Problem details → From the records below, please repeat exactly the line that has "M586 680 657", the line that has "M912 843 1142 1025 1344 1234", and every line between them, and nothing else.

+++ Records for this exercise

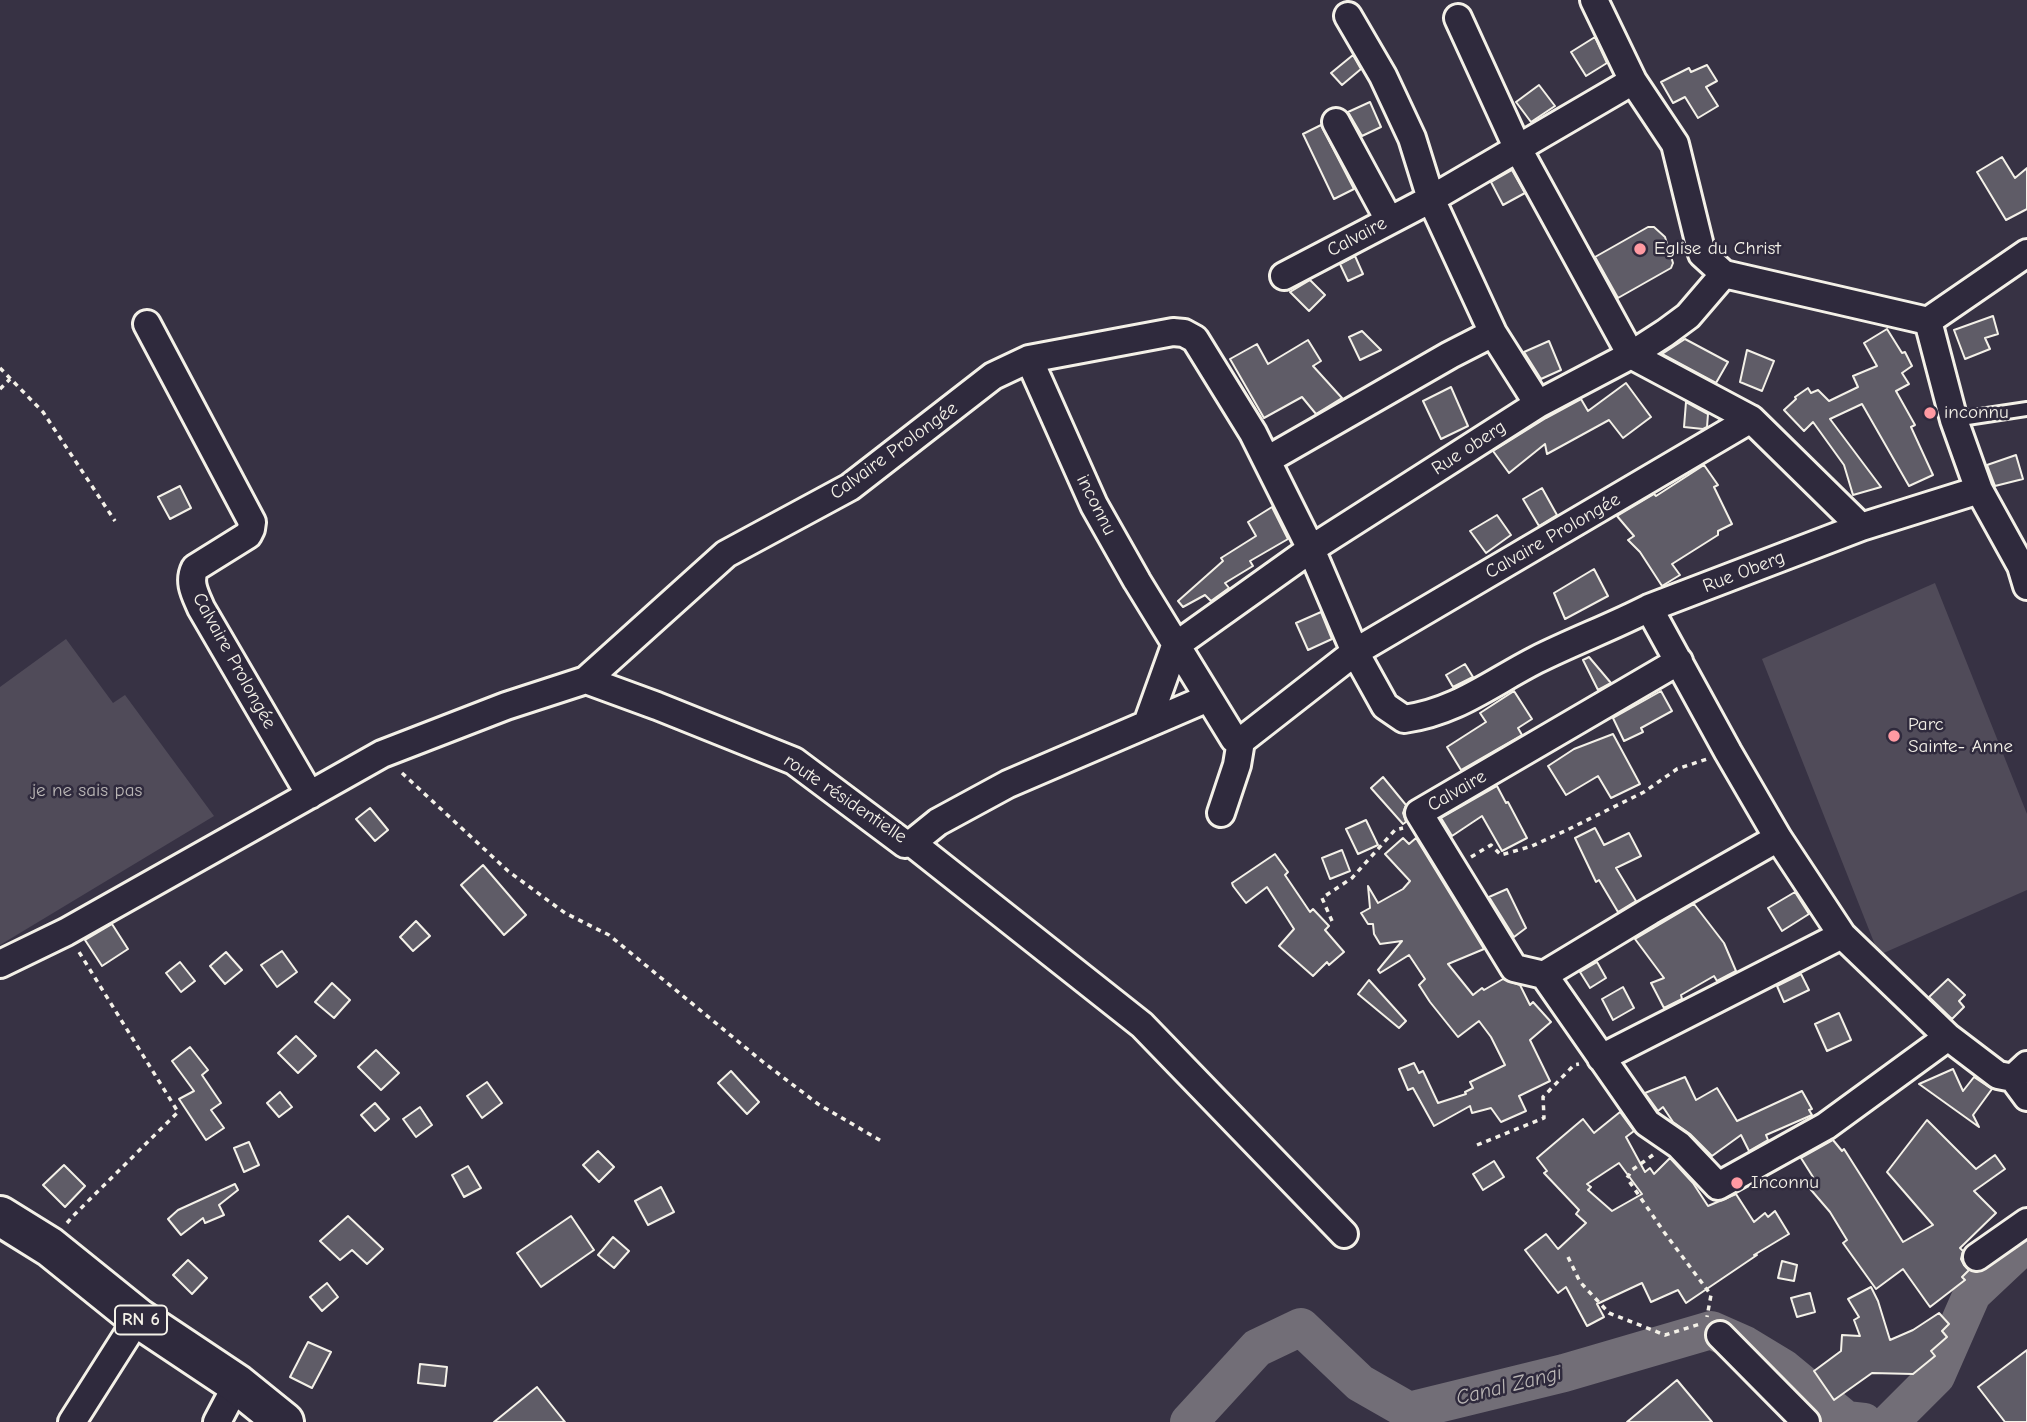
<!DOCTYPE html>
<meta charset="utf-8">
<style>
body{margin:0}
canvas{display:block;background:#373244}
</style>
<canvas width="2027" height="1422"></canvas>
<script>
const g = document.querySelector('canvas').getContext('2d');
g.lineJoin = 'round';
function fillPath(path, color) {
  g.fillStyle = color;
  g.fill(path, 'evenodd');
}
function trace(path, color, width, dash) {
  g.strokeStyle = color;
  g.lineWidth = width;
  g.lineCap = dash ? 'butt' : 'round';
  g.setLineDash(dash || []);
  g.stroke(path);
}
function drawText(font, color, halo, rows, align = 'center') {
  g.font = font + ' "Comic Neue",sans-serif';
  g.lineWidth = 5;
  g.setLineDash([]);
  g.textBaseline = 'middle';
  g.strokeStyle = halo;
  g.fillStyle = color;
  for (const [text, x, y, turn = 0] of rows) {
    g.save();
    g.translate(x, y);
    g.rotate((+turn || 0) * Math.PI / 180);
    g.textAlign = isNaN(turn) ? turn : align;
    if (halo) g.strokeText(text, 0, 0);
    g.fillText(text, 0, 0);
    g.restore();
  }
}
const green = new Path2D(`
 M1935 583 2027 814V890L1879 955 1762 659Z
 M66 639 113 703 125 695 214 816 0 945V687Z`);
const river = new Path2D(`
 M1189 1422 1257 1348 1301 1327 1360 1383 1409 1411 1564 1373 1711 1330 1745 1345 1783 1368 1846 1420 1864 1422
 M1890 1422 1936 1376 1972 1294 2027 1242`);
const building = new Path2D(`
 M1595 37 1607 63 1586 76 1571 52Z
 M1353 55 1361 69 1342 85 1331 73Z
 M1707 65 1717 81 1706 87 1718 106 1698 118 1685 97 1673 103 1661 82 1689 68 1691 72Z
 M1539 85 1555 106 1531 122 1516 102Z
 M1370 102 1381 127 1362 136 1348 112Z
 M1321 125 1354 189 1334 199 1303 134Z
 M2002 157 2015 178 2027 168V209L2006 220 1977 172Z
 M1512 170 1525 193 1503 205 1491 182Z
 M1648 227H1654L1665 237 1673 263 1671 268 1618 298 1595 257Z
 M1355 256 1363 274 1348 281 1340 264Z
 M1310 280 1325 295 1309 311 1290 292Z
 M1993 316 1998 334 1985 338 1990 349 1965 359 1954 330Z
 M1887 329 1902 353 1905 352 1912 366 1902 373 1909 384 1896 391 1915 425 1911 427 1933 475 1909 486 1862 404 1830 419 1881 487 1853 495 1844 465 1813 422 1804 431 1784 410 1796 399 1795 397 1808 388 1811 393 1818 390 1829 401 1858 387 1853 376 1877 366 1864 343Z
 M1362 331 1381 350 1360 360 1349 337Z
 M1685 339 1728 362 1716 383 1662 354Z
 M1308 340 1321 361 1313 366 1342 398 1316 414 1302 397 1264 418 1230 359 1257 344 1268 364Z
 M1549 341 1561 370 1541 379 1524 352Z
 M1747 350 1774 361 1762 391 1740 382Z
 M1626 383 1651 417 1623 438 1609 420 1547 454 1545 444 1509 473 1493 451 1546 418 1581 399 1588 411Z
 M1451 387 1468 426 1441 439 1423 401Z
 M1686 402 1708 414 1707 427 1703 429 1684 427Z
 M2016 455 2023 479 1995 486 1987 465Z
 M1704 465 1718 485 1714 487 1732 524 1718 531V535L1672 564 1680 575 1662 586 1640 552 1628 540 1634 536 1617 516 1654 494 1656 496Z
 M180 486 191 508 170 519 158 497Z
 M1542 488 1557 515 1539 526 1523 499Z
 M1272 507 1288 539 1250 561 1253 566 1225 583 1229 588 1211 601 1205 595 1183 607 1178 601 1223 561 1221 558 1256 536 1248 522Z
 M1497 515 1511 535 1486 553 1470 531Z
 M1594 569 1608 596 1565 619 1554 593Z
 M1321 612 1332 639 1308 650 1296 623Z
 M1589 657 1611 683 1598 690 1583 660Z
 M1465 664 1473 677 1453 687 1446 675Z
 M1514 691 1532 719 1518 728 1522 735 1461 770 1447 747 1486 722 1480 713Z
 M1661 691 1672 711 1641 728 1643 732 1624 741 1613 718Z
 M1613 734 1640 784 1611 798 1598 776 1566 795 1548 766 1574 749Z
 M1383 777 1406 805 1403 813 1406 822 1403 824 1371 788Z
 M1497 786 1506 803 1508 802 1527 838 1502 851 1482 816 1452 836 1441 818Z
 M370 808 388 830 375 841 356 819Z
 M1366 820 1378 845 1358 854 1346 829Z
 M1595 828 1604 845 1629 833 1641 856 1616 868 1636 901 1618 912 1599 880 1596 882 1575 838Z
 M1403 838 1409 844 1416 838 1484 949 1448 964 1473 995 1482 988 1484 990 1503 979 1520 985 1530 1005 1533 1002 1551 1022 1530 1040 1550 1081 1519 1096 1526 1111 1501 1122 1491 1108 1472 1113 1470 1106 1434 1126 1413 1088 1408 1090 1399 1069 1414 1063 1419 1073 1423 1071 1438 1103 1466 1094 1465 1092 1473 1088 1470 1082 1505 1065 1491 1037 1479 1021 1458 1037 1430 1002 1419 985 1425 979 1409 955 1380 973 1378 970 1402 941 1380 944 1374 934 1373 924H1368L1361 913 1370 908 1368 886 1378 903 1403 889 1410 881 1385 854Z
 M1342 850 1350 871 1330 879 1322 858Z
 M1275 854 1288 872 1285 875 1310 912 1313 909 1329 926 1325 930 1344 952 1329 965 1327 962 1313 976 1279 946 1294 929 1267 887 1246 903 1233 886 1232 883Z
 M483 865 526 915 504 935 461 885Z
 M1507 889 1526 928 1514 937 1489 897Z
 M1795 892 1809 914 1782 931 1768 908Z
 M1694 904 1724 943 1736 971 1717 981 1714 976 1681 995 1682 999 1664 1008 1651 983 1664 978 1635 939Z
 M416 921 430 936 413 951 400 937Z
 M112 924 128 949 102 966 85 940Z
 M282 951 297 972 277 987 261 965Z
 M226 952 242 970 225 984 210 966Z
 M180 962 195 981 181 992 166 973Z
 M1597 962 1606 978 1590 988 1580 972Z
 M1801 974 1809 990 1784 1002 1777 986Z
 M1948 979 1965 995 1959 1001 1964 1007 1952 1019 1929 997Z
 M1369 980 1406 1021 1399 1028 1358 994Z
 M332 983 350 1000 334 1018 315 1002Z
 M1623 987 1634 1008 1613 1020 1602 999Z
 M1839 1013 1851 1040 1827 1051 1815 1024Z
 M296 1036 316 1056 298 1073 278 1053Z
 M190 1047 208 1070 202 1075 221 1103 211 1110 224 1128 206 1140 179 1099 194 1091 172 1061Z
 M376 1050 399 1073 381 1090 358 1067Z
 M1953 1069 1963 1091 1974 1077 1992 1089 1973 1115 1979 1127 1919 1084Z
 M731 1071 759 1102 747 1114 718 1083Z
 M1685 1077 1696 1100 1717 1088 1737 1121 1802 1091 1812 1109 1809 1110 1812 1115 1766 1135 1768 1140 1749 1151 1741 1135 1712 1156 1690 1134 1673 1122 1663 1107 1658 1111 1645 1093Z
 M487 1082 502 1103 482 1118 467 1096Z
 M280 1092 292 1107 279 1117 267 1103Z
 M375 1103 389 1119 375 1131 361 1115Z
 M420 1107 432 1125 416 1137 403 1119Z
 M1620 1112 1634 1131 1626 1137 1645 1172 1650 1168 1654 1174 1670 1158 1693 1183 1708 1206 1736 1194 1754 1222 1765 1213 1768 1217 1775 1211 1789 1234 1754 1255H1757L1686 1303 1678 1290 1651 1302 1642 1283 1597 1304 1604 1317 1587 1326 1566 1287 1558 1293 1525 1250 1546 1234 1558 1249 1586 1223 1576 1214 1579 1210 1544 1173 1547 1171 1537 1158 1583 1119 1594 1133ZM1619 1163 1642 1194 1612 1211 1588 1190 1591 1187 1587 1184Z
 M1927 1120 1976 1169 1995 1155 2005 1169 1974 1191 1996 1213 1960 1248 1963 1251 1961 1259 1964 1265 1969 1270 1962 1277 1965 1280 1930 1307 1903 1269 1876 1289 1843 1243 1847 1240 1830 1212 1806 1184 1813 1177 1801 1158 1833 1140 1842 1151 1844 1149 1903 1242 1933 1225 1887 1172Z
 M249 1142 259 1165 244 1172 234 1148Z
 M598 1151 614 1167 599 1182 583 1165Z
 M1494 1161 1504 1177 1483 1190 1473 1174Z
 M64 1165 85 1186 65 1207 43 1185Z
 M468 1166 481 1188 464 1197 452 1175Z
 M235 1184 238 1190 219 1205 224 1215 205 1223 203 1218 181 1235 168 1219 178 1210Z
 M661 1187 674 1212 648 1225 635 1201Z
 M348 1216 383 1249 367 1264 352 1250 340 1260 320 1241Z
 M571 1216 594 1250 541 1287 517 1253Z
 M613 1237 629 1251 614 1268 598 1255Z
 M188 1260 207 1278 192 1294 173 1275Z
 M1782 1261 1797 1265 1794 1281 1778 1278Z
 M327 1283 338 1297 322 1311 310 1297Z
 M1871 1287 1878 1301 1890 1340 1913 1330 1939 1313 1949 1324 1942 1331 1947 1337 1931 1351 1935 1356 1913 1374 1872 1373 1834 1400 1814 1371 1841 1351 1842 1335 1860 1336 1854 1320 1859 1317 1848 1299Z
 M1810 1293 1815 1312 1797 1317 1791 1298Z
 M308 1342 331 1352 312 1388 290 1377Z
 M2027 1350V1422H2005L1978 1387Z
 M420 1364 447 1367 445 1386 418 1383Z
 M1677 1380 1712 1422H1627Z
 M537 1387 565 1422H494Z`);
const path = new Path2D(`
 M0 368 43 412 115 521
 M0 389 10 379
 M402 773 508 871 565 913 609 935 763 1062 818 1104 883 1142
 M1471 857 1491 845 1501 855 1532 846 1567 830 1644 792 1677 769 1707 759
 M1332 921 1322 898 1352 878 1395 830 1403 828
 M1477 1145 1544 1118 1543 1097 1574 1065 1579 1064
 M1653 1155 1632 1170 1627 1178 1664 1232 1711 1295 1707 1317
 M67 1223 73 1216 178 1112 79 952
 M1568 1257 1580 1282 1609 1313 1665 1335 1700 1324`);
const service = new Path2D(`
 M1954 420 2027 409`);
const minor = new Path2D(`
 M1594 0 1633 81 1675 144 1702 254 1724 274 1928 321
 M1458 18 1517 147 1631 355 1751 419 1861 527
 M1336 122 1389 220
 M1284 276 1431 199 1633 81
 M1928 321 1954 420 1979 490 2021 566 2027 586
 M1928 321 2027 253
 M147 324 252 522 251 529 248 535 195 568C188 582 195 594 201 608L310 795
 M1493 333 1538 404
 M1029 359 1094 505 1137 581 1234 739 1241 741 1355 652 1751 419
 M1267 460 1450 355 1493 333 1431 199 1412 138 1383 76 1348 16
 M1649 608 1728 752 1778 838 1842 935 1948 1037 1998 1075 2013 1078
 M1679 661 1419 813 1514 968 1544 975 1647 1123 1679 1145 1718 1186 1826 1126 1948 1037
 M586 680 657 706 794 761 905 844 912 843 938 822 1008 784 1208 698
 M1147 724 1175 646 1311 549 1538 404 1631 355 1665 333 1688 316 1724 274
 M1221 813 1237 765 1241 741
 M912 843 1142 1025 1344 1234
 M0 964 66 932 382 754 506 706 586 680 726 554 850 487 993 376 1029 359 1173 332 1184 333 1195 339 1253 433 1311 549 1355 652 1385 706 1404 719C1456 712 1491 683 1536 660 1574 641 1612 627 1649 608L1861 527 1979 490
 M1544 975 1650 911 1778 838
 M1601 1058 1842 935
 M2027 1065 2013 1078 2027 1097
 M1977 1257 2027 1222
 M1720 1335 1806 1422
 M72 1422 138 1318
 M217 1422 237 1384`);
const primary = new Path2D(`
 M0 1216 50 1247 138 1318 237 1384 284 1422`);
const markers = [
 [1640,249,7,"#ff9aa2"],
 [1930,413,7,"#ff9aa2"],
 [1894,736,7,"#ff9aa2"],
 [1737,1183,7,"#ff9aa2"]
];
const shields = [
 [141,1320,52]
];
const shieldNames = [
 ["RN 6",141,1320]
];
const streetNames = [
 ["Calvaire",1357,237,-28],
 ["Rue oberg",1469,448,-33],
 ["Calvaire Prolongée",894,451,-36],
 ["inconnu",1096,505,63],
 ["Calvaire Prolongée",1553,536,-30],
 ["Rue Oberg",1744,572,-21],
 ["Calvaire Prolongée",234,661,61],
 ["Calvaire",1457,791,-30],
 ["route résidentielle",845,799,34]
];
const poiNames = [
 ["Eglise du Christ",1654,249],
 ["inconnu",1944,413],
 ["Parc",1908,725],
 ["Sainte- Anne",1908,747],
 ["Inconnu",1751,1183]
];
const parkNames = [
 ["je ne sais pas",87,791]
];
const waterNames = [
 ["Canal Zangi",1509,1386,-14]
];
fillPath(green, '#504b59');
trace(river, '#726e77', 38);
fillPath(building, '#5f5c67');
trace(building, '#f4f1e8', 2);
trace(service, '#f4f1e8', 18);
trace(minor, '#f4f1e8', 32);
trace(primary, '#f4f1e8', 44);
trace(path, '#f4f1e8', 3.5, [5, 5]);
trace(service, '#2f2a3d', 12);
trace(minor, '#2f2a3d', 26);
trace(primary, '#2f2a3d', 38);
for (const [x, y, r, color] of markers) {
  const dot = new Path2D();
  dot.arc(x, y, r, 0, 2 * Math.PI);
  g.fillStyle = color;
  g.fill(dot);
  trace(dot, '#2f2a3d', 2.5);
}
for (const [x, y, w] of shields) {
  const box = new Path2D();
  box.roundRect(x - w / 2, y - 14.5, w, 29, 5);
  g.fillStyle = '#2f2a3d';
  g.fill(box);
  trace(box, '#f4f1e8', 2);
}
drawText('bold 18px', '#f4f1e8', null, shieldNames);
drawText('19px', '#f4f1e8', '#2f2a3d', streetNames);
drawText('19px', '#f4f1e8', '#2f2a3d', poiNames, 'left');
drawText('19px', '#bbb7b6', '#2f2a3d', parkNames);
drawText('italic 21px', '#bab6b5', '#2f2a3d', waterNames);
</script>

++++++

Task result →
 M586 680 657 706 794 761 905 844 912 843 938 822 1008 784 1208 698
 M1147 724 1175 646 1311 549 1538 404 1631 355 1665 333 1688 316 1724 274
 M1221 813 1237 765 1241 741
 M912 843 1142 1025 1344 1234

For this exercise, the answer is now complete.